An editorial on WV job loss
Taking note of the News-Register's assault on economic theory and ethical journalism
Wednesday afternoon's lead editorial, "Taking Note of Assault on West Virginia" references a blog post written by Anna Louie Sussman for the Wall Street Journal last Friday. Sussman's post examines the causes of West Virginia's employment drop. What the News-Register does in its editorial is distort the blog's essential points to fit the News-Register's anti-EPA agenda.

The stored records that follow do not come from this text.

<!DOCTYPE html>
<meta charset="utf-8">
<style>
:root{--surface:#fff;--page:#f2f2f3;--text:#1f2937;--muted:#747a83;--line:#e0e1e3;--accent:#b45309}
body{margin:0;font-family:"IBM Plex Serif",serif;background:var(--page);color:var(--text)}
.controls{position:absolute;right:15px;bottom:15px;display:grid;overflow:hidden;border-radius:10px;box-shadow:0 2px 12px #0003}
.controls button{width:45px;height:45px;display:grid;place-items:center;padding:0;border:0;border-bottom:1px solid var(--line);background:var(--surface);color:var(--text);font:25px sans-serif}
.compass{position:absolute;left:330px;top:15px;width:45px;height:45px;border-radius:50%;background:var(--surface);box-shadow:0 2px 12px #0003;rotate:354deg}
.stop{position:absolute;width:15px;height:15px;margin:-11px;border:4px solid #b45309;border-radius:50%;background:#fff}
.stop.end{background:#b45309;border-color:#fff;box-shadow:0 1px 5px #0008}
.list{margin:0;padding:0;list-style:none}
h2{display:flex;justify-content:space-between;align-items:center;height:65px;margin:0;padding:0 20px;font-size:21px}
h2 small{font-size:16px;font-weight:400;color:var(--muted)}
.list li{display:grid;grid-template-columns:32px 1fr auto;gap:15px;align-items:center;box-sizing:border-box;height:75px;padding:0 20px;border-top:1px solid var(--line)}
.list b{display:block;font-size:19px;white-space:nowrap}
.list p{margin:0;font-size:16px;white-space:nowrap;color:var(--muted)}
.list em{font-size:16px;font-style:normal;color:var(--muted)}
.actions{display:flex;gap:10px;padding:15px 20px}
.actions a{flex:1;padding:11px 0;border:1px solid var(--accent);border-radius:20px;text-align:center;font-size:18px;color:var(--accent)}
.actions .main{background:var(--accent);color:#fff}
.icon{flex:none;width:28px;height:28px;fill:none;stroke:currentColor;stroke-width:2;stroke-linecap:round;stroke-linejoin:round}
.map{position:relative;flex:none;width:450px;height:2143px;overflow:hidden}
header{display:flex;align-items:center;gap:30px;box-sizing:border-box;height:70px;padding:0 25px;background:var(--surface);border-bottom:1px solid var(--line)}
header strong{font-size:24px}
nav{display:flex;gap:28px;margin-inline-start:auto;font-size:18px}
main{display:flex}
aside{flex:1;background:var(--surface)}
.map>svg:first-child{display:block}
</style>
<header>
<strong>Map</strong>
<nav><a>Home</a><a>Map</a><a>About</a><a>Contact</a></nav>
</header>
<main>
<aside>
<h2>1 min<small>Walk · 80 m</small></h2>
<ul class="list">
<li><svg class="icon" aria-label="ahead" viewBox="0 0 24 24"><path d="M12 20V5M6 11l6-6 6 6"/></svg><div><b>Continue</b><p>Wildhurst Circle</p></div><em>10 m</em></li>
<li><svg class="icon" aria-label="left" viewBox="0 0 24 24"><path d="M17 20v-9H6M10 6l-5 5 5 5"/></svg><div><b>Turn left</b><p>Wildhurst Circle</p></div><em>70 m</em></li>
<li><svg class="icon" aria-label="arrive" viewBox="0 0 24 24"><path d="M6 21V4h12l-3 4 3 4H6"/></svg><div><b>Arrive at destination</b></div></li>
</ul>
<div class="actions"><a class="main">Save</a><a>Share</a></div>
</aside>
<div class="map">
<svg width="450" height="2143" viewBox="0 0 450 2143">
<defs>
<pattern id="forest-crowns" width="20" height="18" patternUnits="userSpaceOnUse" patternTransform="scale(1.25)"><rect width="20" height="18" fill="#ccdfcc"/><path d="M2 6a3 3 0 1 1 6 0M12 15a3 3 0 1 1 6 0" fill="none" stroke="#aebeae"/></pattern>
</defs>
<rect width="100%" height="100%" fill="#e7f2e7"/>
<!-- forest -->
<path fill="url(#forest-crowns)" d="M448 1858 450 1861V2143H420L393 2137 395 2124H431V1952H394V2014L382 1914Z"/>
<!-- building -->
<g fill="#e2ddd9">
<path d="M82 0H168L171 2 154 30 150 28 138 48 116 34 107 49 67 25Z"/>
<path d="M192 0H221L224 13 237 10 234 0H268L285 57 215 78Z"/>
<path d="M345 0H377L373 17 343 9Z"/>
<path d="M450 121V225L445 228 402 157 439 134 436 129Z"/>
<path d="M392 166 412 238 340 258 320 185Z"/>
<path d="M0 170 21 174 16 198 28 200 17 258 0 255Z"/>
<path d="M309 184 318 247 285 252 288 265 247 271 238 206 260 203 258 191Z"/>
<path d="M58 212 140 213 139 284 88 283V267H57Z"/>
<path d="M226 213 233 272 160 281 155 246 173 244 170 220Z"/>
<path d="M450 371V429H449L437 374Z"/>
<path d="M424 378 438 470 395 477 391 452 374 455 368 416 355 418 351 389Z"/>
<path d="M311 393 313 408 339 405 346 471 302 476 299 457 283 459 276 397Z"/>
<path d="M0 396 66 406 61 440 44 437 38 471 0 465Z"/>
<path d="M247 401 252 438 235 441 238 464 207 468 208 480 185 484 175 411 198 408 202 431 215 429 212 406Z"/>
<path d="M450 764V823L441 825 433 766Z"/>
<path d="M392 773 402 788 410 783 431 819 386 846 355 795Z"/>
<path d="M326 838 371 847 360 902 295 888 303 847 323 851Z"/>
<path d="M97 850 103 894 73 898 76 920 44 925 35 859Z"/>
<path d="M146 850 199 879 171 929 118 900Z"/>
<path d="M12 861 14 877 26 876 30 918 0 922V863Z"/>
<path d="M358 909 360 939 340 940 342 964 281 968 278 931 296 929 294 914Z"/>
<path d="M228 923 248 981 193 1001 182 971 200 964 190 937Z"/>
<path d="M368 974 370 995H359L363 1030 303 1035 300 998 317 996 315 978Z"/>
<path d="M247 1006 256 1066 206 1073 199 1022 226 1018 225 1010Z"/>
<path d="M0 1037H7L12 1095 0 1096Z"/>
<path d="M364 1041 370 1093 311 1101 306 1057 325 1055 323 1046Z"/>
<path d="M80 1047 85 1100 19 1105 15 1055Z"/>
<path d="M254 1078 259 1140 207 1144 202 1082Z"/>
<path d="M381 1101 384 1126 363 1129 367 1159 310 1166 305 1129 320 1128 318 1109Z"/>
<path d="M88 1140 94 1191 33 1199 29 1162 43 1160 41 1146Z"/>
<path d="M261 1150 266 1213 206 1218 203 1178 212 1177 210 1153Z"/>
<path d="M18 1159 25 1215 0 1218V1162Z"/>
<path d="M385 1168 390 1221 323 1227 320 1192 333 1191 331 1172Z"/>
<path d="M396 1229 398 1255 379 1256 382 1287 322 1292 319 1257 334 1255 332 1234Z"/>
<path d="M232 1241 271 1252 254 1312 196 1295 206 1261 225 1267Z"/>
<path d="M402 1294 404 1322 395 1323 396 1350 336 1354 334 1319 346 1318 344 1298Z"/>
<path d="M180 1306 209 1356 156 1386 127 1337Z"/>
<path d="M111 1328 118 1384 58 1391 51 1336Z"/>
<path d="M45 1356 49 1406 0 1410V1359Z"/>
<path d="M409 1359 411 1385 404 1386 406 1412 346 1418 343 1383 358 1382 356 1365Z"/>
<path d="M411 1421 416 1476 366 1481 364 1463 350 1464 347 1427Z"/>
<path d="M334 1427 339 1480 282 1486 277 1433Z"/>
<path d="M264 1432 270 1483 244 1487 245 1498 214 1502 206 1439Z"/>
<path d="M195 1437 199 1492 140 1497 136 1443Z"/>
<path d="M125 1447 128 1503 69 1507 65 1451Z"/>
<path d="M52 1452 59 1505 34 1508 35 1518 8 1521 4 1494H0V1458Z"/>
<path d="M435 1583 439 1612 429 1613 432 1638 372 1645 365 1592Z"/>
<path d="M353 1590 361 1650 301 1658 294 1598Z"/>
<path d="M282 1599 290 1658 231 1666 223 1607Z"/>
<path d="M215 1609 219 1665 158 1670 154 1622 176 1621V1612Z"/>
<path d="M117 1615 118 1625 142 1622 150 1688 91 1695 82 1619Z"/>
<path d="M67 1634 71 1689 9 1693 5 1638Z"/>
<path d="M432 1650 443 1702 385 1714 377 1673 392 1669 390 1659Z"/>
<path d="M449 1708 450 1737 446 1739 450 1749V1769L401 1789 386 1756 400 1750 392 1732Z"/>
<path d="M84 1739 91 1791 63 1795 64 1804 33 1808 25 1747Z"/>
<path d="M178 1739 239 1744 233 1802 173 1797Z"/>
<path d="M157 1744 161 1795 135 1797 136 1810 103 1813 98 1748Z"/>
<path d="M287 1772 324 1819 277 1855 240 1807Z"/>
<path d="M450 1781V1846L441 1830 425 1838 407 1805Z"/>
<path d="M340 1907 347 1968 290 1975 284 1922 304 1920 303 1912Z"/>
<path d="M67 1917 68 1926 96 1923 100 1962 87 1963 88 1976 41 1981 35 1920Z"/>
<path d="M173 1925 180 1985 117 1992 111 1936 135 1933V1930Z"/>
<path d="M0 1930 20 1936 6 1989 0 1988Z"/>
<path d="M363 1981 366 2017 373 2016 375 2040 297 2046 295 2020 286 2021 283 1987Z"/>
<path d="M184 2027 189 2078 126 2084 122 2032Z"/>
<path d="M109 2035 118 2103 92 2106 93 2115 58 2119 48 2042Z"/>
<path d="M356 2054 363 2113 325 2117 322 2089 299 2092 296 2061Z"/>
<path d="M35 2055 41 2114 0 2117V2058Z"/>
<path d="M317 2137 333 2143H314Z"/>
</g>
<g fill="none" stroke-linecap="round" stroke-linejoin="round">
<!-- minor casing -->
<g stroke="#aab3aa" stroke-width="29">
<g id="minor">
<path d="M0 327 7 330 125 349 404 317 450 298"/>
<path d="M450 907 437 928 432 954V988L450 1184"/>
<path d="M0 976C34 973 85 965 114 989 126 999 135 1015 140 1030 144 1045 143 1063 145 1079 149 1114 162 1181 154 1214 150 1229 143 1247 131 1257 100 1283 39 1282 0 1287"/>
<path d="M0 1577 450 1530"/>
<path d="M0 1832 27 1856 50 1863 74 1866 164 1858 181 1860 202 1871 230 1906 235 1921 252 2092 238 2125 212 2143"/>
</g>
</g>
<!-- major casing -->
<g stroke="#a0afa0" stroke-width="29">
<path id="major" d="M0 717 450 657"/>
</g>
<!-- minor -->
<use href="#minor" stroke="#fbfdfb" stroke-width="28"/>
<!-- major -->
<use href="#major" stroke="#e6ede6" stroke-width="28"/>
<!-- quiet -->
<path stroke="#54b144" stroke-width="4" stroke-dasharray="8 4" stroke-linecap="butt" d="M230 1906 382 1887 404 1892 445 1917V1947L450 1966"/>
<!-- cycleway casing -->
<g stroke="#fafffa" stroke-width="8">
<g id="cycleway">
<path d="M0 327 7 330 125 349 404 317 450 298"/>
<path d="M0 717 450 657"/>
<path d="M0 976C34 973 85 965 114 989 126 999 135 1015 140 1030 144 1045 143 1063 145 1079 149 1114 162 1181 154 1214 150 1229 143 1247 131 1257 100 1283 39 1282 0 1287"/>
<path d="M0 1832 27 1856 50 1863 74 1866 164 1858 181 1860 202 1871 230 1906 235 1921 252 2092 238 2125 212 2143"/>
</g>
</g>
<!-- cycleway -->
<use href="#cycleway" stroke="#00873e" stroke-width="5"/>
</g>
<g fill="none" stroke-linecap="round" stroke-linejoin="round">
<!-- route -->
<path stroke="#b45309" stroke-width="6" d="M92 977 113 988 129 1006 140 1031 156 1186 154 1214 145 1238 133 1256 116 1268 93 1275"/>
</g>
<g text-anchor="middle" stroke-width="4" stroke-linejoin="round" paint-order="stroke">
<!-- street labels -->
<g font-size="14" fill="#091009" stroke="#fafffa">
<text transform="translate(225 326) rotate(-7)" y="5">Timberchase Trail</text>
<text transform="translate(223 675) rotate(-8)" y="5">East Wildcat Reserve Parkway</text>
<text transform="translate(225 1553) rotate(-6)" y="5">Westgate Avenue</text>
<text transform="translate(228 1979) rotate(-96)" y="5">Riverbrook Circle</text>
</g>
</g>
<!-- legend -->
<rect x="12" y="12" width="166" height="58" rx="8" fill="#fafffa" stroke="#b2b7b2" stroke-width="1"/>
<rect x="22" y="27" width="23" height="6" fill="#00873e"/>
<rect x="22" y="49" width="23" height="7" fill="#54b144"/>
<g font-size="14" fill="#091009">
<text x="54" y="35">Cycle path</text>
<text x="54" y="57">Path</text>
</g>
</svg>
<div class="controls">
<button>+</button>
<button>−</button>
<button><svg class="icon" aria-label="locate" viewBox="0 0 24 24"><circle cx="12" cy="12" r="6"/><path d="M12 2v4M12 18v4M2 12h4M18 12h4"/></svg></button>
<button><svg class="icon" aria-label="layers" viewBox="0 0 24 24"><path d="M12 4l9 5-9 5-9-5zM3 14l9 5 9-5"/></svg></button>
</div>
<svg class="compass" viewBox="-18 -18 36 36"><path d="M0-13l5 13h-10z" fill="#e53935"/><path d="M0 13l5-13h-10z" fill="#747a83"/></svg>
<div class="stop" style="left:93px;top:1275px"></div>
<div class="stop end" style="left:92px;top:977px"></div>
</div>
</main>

From the editorial's second paragraph:
Between July 2014 and July 2015, West Virginia lost 19,100 jobs, according to the U.S. Labor Department. That is a 2.5 percent decline in employment. In fact, to further quote the Wall Street Journal item, "The coal industry has experienced high-profile layoffs over the past year. . . . " (The ellipses are in the editorial.)
And here's the original (I've highlighted in bold what the Intelligencer drops from the Journal blog post.):
The coal industry has experienced high-profile layoffs over the past year, with mining companies like Murray Energy Corp. and Alpha Natural Resources Inc. shedding jobs as coal prices have fallen by around 15% in the past year.
If you read the original, I think it is quite clear that Sussman is arguing that the jobs were lost because prices have fallen 15%.
The editorial eventually mentions a drop in prices as it shifts to a discussion of jobs in the natural gas industry:
But here was the kicker, the blog said: "West Virginia's growing natural gas industry initially cushioned the fall in coal prices," but now jobs in that sector are also suffering.
Again, the editorial drops what doesn't fit its thesis. Here is the original with the dropped material in bold:
West Virginia’s growing natural gas industry initially cushioned the fall in coal prices. But as a natural gas glut pushed prices down, jobs in that sector also got hit, said Ted Boettner, executive director of the West Virginia Center on Budget and Policy.
“Natural gas is a very capital-intensive industry, more so than coal, so it doesn’t employ nearly as many people, and the construction side of natural gas has gone down as well recently,” Mr. Boettner said.
Let's see. The editorial barely mentions the blog's thesis that it is market forces that have affected employment in the coal and natural gas industries and then it ignores the blog's point that natural gas is not nearly as labor intensive as coal as the blog argues. Now the editorial must somehow find a way to blame its favorite scapegoat, the EPA, for why West Virginia unemployment has increased. After putting itself through some incredible contortions, the editorial finally gets there:
Almost as though to ensure the tactics that have already created reduced natural gas prices and a loss of jobs continue to do their work, the Environmental Protection Agency last week announced it planned to add to its attack through a plan to set harsher standards for methane emissions.
Amazing. Defying all economic theory and without any explanation for how it will happen, the editorial claims that increased regulation by the EPA will further extend the reduction in natural gas prices. Huh? This has to be the first time a conservative source has ever argued that government regulations decrease market prices. (My hunch is that the writer probably figured that reader's wouldn't think through the claim.)
Nowhere in the WSJ blog is either the EPA, regulations or methane mentioned and the blog is clear that it believes that market forces are the cause of WV's employment decline. That's apparently not good enough for the Intelligencer so they "do what they gotta do" and find a way to blame the EPA.